Years of loose regulatory oversight in China helped Ant become a fintech giant, with businesses spanning payments, banking, wealth management and insurance. But just ahead of what was to be a $35 billion mega-listing in Shanghai and Hong Kong, Chinese authorities slapped new rules on the consumer-lending industry, in which Ant is the biggest player. That led to an indefinite suspension of Ant’s Nov. 5 initial public offering. The following week regulators proposed new rules intended to curb monopolistic practices across its internet landscape, spooking investors and wiping $290 billion off the value of market leaders including Tencent and Alibaba over two days.
We don’t know exactly. As is almost always the case, the country’s leaders have said little about their intentions. Some analysts and investors say they think regulators are merely re-asserting their oversight power, not looking for drastic changes. Others think they may have grown frustrated with the swagger of tech billionaires and want to teach them a lesson by breaking up their companies — even if it means short-term pain for the economy and markets. What is known is that at a conference in October, Ma blasted China’s financial system as outdated and complained that regulators were shortsighted.
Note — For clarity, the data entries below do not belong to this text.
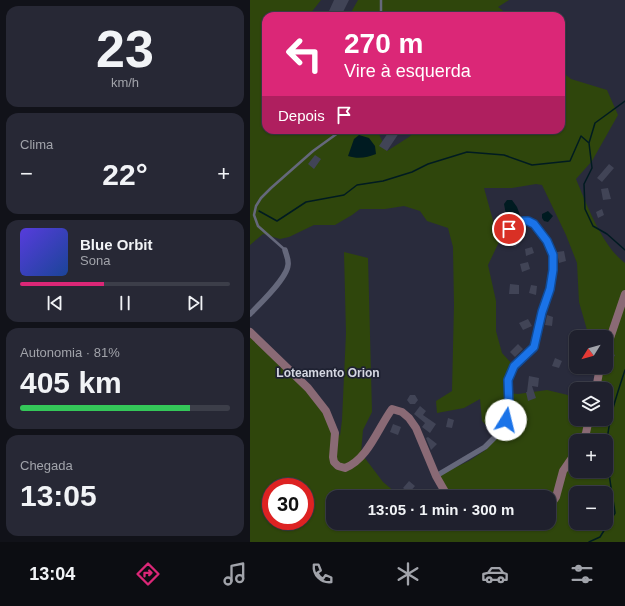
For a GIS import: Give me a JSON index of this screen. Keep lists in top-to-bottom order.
{
  "districts": ["Loteamento Orion"],
  "north": "bottom left",
  "page": {
    "tile": [
      ["23", "km/h"],
      "Clima",
      ["Autonomia · 81%", "405 km"],
      ["Chegada", "13:05"]
    ],
    "turn": ["270 m", "Vire à esquerda"],
    "then": "Depois",
    "heat": ["−", "22°", "+"],
    "song": ["Blue Orbit", "Sona"],
    "map_buttons": ["+", "−"],
    "limit": "30",
    "trip": "13:05 · 1 min · 300 m",
    "tabs": "13:04"
  }
}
He was summoned to Beijing for a rare joint meeting with the country’s top financial officials. The new regulations soon followed. The Wall Street Journal reported Nov. 12 that Chinese President Xi Jinping was furious at Ma’s speech and personally made the decision to halt the IPO.
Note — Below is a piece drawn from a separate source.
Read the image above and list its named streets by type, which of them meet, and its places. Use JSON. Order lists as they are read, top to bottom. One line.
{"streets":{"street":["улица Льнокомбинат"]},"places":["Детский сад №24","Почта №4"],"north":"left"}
3. Is this a big change for China?
The government has played an important role in developing the tech sector, aided by a massive and coveted consumer market. In manufacturing, it intervened directly many times to reach the point where much of the world’s technology is made in China, even if it’s not always by Chinese companies. The central metropolis Zhengzhou, dubbed by locals as iPhone City, wouldn’t have become Apple Inc.’s biggest production base without government incentives. While less active in software and services, China facilitated their development by effectively creating its own version of the internet that’s blocked off from the rest of the world by what’s known as the Great Firewall. In the absence of Facebook Inc. or Twitter Inc., Tencent’s WeChat and Sina’s Weibo have flourished as social networks. Once Alphabet Inc.’s Google pulled out, Baidu Inc. extended its dominance of desktop search.
Early movers Alibaba and Tencent grew massively and came to dominate the entire ecosystem. Together with Ant they had a combined market capitalization of nearly $2 trillion in early November — easily surpassing state-owned behemoths like Bank of China Ltd. as the country’s most valuable companies. Their networks of investments encompass the vast majority of Chinese startups in arenas from artificial intelligence (SenseTime, Megvii) to fresh veggies (Meicai) and digital finance (Ant Group). Their patronage helped groom a new generation including food and travel giant Meituan and Didi Chuxing — China’s Uber. Rare are those that prosper outside their aura, the largest being TikTok-owner ByteDance Ltd.
5. What are the legal issues?
China’s antitrust watchdog is seeking feedback on 22 pages of vaguely worded edicts that would establish a framework for curbing potentially anti-competitive behavior such as forced exclusivity deals, algorithm-based prices favoring new users or below-cost pricing to eliminate competitors. In that sense it echoes concerns raised by regulators worldwide who are investigating whether Facebook, Google and other internet giants are leveraging their dominance to squash competition, or abusing user data. Consumers in China have in recent years also have protested against the gradual erosion of their privacy via technology from facial recognition to big data analysis.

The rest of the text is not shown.